Data extracts —
━━━━━━━━
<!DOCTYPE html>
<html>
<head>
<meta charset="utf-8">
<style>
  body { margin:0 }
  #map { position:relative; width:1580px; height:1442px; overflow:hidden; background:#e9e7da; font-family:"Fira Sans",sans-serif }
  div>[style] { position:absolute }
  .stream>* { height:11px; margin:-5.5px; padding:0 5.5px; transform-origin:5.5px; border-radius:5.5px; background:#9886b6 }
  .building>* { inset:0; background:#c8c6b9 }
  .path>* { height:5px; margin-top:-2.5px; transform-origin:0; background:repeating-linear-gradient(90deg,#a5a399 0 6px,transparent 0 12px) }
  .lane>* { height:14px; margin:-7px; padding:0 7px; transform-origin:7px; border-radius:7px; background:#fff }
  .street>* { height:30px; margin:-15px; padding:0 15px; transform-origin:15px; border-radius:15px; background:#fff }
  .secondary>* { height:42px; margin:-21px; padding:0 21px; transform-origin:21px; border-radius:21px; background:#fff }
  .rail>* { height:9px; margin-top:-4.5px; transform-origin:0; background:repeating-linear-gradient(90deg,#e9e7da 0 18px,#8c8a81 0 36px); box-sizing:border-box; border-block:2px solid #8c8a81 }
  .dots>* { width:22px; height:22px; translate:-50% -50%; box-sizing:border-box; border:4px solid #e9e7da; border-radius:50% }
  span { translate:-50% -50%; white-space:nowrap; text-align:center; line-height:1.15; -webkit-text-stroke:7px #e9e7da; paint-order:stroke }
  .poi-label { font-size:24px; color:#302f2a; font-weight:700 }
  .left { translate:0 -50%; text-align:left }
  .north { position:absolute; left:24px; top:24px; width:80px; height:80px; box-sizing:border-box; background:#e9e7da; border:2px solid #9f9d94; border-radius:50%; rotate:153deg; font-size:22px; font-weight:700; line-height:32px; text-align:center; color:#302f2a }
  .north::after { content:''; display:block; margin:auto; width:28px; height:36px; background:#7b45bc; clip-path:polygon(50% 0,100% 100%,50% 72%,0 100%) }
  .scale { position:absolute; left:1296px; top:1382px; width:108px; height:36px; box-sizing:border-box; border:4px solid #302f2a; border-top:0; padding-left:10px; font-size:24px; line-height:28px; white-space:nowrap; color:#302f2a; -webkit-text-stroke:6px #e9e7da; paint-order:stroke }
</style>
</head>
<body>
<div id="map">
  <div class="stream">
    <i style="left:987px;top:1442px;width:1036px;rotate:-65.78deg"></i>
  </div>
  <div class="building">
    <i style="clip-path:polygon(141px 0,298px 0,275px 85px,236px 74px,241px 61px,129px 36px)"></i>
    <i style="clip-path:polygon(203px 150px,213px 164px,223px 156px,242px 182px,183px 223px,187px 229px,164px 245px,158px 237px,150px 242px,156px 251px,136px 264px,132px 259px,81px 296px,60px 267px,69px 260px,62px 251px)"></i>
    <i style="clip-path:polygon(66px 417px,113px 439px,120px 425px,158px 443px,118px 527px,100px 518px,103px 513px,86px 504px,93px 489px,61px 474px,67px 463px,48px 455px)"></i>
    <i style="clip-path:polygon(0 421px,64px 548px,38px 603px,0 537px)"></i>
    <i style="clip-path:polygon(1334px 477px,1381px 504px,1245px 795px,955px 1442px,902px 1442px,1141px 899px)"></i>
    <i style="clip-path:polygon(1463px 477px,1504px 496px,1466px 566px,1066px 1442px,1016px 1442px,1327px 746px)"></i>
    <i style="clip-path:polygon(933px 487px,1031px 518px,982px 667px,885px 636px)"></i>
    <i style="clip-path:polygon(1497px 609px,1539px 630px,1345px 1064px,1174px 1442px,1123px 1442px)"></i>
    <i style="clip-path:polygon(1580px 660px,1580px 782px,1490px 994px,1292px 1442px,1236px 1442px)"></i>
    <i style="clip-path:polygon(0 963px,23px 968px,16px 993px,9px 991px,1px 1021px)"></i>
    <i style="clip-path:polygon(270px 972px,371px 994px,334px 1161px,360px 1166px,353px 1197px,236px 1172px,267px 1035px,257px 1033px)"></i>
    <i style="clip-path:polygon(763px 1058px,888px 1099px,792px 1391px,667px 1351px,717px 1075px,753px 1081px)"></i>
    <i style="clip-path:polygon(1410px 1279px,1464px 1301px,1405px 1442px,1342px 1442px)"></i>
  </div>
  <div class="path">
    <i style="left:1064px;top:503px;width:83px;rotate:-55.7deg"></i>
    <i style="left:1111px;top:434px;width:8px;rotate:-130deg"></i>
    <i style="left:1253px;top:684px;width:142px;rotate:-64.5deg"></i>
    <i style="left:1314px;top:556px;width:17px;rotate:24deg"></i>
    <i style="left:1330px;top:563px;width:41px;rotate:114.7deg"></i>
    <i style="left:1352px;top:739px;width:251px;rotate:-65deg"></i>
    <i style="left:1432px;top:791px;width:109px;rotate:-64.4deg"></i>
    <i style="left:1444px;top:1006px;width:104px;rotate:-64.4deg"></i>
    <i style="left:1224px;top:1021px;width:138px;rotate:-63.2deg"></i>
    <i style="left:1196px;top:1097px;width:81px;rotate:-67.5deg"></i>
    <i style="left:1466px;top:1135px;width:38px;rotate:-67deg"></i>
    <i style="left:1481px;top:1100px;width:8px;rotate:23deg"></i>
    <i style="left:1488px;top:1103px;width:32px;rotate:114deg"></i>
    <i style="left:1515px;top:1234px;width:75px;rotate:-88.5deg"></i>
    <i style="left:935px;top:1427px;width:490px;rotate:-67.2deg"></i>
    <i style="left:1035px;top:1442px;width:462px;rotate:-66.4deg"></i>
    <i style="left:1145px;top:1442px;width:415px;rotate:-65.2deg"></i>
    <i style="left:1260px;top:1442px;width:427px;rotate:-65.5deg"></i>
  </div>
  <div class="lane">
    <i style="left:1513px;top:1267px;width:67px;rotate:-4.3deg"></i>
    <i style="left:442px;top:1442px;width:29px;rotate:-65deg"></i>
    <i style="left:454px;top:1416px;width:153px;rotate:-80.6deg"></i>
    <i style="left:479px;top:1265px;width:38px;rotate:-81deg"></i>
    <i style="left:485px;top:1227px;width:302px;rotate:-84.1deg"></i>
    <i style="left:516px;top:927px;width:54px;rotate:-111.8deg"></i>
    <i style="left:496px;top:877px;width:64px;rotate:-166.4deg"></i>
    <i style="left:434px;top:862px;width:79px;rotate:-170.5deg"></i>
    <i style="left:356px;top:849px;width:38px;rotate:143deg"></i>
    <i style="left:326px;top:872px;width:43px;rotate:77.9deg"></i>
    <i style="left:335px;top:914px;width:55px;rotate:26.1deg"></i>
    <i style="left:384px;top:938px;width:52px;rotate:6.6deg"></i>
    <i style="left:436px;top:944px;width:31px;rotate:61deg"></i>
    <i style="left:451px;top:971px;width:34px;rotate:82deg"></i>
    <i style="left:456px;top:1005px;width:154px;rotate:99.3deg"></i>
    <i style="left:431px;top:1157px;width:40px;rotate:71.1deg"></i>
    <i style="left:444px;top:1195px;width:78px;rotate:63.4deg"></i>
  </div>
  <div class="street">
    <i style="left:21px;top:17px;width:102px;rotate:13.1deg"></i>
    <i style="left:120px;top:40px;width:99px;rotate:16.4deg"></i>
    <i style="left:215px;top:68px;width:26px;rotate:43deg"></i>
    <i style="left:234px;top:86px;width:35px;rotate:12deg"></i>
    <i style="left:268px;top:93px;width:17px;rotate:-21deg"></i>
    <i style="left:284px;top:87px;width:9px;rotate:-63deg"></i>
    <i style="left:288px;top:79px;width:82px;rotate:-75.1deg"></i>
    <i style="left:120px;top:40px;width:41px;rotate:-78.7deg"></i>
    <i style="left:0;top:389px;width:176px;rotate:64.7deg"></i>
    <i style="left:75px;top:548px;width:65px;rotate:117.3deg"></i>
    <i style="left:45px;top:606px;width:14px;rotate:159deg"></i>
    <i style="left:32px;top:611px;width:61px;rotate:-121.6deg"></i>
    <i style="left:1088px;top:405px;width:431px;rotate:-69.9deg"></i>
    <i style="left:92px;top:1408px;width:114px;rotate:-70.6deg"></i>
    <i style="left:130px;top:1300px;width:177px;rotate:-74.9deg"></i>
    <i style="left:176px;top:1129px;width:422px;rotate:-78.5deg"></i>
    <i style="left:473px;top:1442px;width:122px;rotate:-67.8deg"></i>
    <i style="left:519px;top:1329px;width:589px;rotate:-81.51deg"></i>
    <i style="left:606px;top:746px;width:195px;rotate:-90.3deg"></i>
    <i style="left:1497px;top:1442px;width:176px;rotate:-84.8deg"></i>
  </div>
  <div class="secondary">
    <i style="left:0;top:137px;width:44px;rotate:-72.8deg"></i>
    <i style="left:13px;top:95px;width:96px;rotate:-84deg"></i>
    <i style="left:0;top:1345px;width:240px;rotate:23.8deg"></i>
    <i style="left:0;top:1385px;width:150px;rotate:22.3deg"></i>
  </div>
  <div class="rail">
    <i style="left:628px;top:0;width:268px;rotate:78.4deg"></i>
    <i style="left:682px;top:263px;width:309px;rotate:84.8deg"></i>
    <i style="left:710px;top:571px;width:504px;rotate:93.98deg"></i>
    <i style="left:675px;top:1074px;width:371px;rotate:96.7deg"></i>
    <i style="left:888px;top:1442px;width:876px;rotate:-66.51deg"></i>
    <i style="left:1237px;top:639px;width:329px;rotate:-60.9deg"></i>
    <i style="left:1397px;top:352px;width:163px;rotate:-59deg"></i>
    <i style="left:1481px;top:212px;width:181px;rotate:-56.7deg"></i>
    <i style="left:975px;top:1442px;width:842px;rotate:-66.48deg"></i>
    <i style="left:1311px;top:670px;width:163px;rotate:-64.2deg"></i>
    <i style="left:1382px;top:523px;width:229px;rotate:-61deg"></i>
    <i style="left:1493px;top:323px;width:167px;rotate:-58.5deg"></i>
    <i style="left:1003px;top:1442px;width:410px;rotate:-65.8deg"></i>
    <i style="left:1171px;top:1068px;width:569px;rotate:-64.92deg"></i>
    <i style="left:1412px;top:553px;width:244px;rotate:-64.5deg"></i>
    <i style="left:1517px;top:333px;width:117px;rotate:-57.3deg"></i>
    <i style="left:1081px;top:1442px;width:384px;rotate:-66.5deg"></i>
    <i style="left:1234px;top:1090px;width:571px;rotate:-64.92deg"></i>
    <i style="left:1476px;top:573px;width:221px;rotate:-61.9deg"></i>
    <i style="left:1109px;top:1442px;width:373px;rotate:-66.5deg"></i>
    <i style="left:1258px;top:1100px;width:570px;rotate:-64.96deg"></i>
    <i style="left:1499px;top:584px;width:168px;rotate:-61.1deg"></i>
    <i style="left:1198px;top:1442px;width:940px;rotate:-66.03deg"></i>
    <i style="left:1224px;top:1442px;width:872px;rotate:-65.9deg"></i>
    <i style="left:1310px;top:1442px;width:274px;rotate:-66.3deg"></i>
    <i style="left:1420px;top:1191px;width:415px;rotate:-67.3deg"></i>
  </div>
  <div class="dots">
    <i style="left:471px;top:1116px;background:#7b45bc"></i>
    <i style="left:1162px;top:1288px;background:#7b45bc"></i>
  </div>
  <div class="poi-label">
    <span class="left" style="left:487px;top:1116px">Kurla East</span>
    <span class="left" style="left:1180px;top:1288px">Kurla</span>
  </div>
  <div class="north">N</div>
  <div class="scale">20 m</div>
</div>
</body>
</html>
━━━━━━━━
What the task asks — Which lines above run from the one containing "position:relative; width:1580px; height:1442px;" to the one containing "height:11px; margin:-5.5px; padding:0"? Give them again exactly, both ends included.

Task solution —
  #map { position:relative; width:1580px; height:1442px; overflow:hidden; background:#e9e7da; font-family:"Fira Sans",sans-serif }
  div>[style] { position:absolute }
  .stream>* { height:11px; margin:-5.5px; padding:0 5.5px; transform-origin:5.5px; border-radius:5.5px; background:#9886b6 }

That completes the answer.